Manoel (Provocativo): - Eu também gostaria de saber, Capitão!
Carlota: - Isso não lhe diz respeito, rapaz!
Manoel: - Mas, HOJE... Eu passo a fazer parte dessa família!
Antônio (Entra, gritando, acompanhado da esposa): - EU NÃO ADMITO!...
Manoel: - Meu pai!... Eu sei, meu pai! Mas... Mas... Eu a quero mais que tudo na minha vida, meu
pai! E... E... Também não quero que o Senhor morra, meu pai!

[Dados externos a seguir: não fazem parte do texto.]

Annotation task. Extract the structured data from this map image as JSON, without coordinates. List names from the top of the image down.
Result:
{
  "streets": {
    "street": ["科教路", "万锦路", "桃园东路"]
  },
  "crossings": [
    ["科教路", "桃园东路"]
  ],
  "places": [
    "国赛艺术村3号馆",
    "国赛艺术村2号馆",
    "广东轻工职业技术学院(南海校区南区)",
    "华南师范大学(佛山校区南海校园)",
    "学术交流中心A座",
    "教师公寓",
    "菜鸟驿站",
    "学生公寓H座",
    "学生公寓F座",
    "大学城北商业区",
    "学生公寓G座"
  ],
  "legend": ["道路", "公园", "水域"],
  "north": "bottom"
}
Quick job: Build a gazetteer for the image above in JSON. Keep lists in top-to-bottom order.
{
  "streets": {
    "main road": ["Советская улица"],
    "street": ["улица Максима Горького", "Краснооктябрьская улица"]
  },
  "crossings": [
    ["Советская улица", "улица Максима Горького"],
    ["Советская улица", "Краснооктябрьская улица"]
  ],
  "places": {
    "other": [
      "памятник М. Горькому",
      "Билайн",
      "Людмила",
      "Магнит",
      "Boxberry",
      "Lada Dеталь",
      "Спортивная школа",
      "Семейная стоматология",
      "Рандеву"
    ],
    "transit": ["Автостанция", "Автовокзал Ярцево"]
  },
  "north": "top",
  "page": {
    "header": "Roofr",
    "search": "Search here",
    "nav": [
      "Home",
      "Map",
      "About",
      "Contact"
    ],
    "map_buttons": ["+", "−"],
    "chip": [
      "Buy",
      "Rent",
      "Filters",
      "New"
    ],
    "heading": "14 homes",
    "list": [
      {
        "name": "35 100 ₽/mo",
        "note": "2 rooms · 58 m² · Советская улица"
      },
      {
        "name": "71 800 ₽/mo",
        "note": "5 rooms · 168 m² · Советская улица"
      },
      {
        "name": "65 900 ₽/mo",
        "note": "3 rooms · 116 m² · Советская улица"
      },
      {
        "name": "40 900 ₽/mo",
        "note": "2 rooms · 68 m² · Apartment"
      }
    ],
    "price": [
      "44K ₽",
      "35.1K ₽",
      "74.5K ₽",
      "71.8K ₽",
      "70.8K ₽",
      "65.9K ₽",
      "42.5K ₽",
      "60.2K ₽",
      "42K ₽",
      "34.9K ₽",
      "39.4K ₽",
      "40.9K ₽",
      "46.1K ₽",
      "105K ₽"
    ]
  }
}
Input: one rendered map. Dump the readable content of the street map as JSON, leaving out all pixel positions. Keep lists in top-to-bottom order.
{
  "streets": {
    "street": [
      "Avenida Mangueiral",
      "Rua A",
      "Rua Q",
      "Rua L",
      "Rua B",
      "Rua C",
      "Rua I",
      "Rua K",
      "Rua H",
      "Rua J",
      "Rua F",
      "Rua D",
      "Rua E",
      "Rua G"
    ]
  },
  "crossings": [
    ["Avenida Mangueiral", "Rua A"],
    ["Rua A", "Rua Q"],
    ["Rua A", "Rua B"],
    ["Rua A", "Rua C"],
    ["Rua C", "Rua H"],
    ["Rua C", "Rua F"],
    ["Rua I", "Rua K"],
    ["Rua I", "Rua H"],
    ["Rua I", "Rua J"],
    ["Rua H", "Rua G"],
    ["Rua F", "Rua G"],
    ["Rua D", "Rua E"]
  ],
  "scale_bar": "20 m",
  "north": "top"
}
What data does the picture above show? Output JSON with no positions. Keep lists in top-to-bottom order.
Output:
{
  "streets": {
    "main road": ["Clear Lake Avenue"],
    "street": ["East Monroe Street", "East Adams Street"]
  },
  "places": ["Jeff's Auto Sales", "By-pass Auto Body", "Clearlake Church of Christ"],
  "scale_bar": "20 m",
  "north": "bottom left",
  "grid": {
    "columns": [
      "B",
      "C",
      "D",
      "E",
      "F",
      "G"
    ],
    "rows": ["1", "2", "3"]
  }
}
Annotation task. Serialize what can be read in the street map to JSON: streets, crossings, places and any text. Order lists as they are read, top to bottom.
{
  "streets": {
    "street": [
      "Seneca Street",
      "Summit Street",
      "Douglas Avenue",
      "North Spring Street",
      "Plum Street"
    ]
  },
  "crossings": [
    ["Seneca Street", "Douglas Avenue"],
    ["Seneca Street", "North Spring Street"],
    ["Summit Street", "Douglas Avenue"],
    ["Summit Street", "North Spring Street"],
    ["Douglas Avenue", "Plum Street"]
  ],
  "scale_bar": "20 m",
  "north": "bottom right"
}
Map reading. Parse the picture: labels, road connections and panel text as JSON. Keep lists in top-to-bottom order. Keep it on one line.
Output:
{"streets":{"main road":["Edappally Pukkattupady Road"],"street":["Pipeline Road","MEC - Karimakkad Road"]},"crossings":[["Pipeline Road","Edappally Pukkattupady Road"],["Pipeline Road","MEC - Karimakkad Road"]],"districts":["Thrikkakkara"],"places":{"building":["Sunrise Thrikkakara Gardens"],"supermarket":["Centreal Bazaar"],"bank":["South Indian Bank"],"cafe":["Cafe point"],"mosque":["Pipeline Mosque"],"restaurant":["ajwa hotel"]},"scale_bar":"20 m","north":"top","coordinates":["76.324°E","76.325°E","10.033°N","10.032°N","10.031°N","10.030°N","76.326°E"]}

Helena: - Escute seu pai, Manoel!
Antônio (Encara o Capitão): - Esse Senhor... Sempre foi muito zeloso com seus títulos de nobreza... A
ponto de não querer como genros pessoas da elite sobralense como o MEU filho Capitão-Mor
Manoel José do Monte. Não sei o que aconteceu para que o nobre Senhor tenha mudado de idéia...
Mas... EU NÃO ADMITO que você, meu filho... Se case sem minha benção!...
Todos sorriem aliviados. Cecília e Maria Lua, que tinham chegado durante a discussão também vibram.
Antônio: - Me dê aqui um abraço, filho!
Manoel corre e abraça o pai. E volta rápido até a sua noiva. Padre inicia a cerimônia.
Padre: - Enfim... Vamos dar início a nossa celebração que une POR AMOR E ESPERANÇA esse
jovem casal. Cecília de Xerez Furna Uchôa, aceita como seu legítimo esposo o Capitão-Mor
Manoel José do Monte?
Cecília (Sorrindo): - Aceito sim!
Padre: - Capitão-Mor Manoel José do Monte, aceita Cecília de Xerez Furna Uchôa como sua
legítima esposa?
Manoel (Apaixonado): - É tudo o que eu mais quero!
Padre: - Então... Em nome de Deus! Eu vos declaro, marido e mulher!
Noivos trocam alianças e assinam livro com Juiz de Paz. Longo e apaixonado beijo.
Maria Lua recebe das mãos de seu pai a faixa de Rainha.
FESTA!!!
Fim.
Com carinho para a Filhos do Sertão.